Actions Taken Since Last Review

Coroners Court of Victoria

The Coroners Court Bench Book guides Victorian coroners in their interpretation and application of the Coroners Act 2008. Reflecting on fifteen years of legal evolution and practical implementation, the updated 2023 edition provides insights into established practices across key areas, including jurisdiction, procedural fairness, inquests, and investigative powers.

Notably, it includes a section on the RCIADIC summarising its key criticisms about coronial inquiries and related processes, and recommendations made to improve the coronial system.

The Coroners Court Bench Book notes that Recommendation 12 from the RCIADIC has yet to be directly incorporated into the Coroners Act 2008 (Vic).

While the Act does not explicitly mandate this broader investigation for deaths in custody, Practice Direction 6 of 2020 outlines the process for investigating Aboriginal deaths in custody, emphasising the need to consider the quality of care, treatment, and supervision in line with Recommendations 12 and 35.

In the Finding into Death with Inquest into the Passing of Veronica Nelson, Coroner McGregor concluded that section 6 of the Charter of Human Rights and Responsibilities Act 2006 (Vic) (‘Charter’), which protects the right to life, shapes the scope and focus of inquests. He determined that the Charter obliges coroners to closely examine deaths by scrutinising the conduct of State actors and the broader context, particularly to identify any possible human rights breaches that may have caused or contributed to the death. Whether this occurs consistently in practice, depends upon the discretion of individual coroners.

Impact

Outputs

The State Coroner issued Practice Direction 6 of 2020 which outlines matters to be investigated for Aboriginal deaths in custody, in support of Recommendations 12 and 35.

Outcomes

The Coroners Act 2008 (Vic) does not explicitly require the assessment of the quality of care, treatment, and supervision provided to the deceased before their passing. The Coroners Court Bench Book highlights that RCIADIC Recommendation 12 has yet to be directly incorporated into the Coroners Act 2008 (Vic). While Practice Direction 6 of 2020 outlines the investigation process for deaths in custody of Aboriginal persons and emphasises the consideration of the quality of care, treatment, and supervision, as a directive rather than legislative provision it lacks the legal basis intended by Recommendation 12.

Community Views

Victorian Aboriginal Legal Service

The Victorian Aboriginal Legal Service made several recommendations in their submission to the ‘Review of Bereaved Families going through a Coronial Process’ including that:

Without undermining the discretion of coroners to manage each investigation/inquest on a case by case basis, there should be further standardisation of coronial processes. This will assist in providing clarity for families and their legal representatives about the process.

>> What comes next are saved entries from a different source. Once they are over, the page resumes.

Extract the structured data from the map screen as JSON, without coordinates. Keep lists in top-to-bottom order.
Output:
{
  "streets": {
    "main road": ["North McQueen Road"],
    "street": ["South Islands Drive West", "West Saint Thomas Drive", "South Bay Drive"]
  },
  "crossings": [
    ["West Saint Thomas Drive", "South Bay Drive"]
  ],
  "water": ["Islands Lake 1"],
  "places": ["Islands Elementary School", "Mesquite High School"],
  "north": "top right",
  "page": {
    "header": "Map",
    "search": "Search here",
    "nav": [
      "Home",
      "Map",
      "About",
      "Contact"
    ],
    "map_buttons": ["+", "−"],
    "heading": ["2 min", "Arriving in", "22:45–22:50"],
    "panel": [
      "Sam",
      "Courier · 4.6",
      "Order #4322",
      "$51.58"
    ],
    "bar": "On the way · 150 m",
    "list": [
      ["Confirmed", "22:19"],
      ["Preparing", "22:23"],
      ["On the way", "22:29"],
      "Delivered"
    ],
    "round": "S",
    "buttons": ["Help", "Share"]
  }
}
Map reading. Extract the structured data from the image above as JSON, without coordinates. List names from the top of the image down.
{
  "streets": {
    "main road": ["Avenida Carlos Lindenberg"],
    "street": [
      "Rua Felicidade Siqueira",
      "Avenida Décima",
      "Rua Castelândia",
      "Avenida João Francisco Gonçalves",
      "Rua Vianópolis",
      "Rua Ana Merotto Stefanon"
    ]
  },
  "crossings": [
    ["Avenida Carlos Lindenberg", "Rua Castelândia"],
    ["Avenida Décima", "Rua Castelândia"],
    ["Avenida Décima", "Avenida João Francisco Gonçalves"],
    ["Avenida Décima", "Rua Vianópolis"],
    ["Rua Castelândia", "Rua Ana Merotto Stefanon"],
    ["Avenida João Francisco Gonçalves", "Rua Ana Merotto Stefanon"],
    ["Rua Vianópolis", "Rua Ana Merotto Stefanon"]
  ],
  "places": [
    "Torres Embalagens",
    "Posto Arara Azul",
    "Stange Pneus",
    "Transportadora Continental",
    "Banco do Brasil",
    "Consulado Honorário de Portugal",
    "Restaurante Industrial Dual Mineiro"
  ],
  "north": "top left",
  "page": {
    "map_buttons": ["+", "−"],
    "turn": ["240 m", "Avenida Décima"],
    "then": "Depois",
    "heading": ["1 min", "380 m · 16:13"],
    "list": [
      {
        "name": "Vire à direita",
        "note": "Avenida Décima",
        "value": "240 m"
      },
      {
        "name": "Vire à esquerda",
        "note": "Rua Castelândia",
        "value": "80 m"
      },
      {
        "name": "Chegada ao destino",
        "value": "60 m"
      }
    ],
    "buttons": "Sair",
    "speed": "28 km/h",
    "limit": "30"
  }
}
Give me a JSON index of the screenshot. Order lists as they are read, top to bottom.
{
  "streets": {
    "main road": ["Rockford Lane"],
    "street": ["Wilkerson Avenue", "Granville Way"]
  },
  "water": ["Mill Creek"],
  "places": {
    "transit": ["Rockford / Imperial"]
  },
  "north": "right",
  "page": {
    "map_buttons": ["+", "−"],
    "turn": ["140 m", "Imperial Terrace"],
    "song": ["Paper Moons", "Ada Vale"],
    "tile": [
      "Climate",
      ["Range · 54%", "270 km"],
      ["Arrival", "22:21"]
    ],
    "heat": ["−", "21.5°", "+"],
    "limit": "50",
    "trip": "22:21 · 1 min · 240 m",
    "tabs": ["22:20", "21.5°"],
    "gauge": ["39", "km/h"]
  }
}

This ‘standardisation’ could include minimum requirements for the scope of the inquiry.

Human Rights Law Centre
Systemic racism in the coronial inquest into the death of Tanya Day

The Human Rights Law Centre (HRLC) represented the family of Yorta Yorta woman Tanya Day during the coronial inquest into her death. The Day family raised serious concerns about the role of systemic racism in the actions of the agencies involved in her treatment and sought its examination within the scope of the inquest. The HRLC defined systemic racism as the formal and informal policies and practices embedded within institutions that harm certain racial and ethnic groups while benefiting others. The coroner ultimately permitted witnesses to be questioned about whether racism influenced their decisions, including their treatment of Ms Day, the options they considered, and the potential unintended consequences of their actions. An expert report on systemic racism was admitted, and witnesses were required to produce relevant policies, procedures, and training materials.